Dec 11, 2003, 4:22:37 AM12/11/03

to

Robin Becker <ro...@jessikat.fsnet.co.uk> writes:
> I was just about to ask if generators allow for a stream like mechanism,
> but obviously if we're not allowed to change the generator state then it
> seems quite hard.

Well, there's always global state.

Aaron Watters

unread,

Dec 11, 2003, 8:38:57 AM12/11/03

to

regarding the use of stackless in
http://xsdb.sourceforge.net
"Fredrik Lundh" <fre...@pythonware.com> wrote in message news:<mailman.56.10711241...@python.org>...

> Aaron Watters wrote:
> > 5) use an event loop and use a generator for the relevant code;
> when you discover that you need to pause, yield to the framework.

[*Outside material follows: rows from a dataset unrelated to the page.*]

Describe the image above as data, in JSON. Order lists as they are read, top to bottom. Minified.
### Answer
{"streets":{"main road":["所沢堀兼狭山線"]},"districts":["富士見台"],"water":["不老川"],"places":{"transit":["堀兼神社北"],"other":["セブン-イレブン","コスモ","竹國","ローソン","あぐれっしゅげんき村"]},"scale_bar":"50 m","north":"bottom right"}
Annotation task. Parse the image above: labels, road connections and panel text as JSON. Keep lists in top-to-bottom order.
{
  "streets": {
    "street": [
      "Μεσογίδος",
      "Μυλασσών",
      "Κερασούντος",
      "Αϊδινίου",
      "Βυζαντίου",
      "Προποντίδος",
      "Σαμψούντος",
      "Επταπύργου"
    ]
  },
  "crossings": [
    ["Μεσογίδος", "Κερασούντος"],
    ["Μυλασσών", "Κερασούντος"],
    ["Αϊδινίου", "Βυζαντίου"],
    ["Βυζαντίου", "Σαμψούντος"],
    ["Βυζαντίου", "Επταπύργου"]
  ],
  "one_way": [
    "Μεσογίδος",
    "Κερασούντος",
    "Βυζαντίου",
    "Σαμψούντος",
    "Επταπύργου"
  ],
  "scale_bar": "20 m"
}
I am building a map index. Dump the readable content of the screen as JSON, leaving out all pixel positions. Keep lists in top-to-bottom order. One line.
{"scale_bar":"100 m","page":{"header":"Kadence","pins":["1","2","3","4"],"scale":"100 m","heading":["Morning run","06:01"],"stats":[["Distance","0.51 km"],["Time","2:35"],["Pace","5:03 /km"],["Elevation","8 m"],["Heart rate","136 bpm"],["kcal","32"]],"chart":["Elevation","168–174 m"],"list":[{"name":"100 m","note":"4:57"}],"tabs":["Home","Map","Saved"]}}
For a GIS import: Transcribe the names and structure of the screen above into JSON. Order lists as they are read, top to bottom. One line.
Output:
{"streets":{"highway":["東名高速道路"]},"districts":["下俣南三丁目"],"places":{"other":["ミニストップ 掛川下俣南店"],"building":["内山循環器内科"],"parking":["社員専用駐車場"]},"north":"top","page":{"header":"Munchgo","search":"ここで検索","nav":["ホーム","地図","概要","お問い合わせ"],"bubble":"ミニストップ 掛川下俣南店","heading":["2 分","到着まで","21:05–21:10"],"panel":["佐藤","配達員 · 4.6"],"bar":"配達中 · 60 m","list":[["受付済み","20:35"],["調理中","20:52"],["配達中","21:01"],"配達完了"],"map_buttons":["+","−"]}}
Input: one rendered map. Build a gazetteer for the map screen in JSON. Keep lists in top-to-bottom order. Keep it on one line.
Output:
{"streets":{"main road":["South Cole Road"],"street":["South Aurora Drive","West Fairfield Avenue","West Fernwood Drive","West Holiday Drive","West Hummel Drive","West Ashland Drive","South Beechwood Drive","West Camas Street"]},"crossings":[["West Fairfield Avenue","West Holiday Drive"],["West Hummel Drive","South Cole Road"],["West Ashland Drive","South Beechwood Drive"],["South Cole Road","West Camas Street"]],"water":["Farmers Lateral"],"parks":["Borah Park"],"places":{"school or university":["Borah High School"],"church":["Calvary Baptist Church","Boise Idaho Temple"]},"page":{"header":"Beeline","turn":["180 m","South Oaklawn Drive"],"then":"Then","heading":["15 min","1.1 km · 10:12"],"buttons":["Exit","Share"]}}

Please tell me I'm missing something, but I don't think
this will really help. The problem is that I need to "yield"
or "suspend" or "send something across a channel" from about
45 places in the code some of which are arbitrarily deep into
multiple recursions. The generator thing will only allow
me to go one level deep into a single call -- no? By contrast
the stackless.channel mechanism is a far more general construct,
allowing me to "yield" at any point without restructuring the
code at all. Stackless rules.
-- Aaron Watters
===
I'm standing in the middle of the desert
waiting for my ship to come in
-- Sheryl Crow "Leaving Las Vegas"

Duncan Booth

unread,

Dec 11, 2003, 9:03:35 AM12/11/03

to

aa...@reportlab.com (Aaron Watters) wrote in
news:9a6d7d9d.03121...@posting.google.com:

> regarding the use of stackless in
> http://xsdb.sourceforge.net
> "Fredrik Lundh" <fre...@pythonware.com> wrote in message
> news:<mailman.56.10711241...@python.org>...
>> Aaron Watters wrote:
>> > 5) use an event loop and use a generator for the relevant code;
>> when you discover that you need to pause, yield to the framework.
>
> Please tell me I'm missing something, but I don't think
> this will really help. The problem is that I need to "yield"
> or "suspend" or "send something across a channel" from about
> 45 places in the code some of which are arbitrarily deep into
> multiple recursions. The generator thing will only allow
> me to go one level deep into a single call -- no? By contrast
> the stackless.channel mechanism is a far more general construct,
> allowing me to "yield" at any point without restructuring the
> code at all. Stackless rules.

The generator solution may not be appropriate for your task, but it isn't
entirely accurate to say that you can only go one level deep. You can (sort
of) yield from arbitrarily deep function nesting, or even from recursive
functions. The catch though is that you do have to write the code in a
slightly contorted manner in order to yield from below the first function.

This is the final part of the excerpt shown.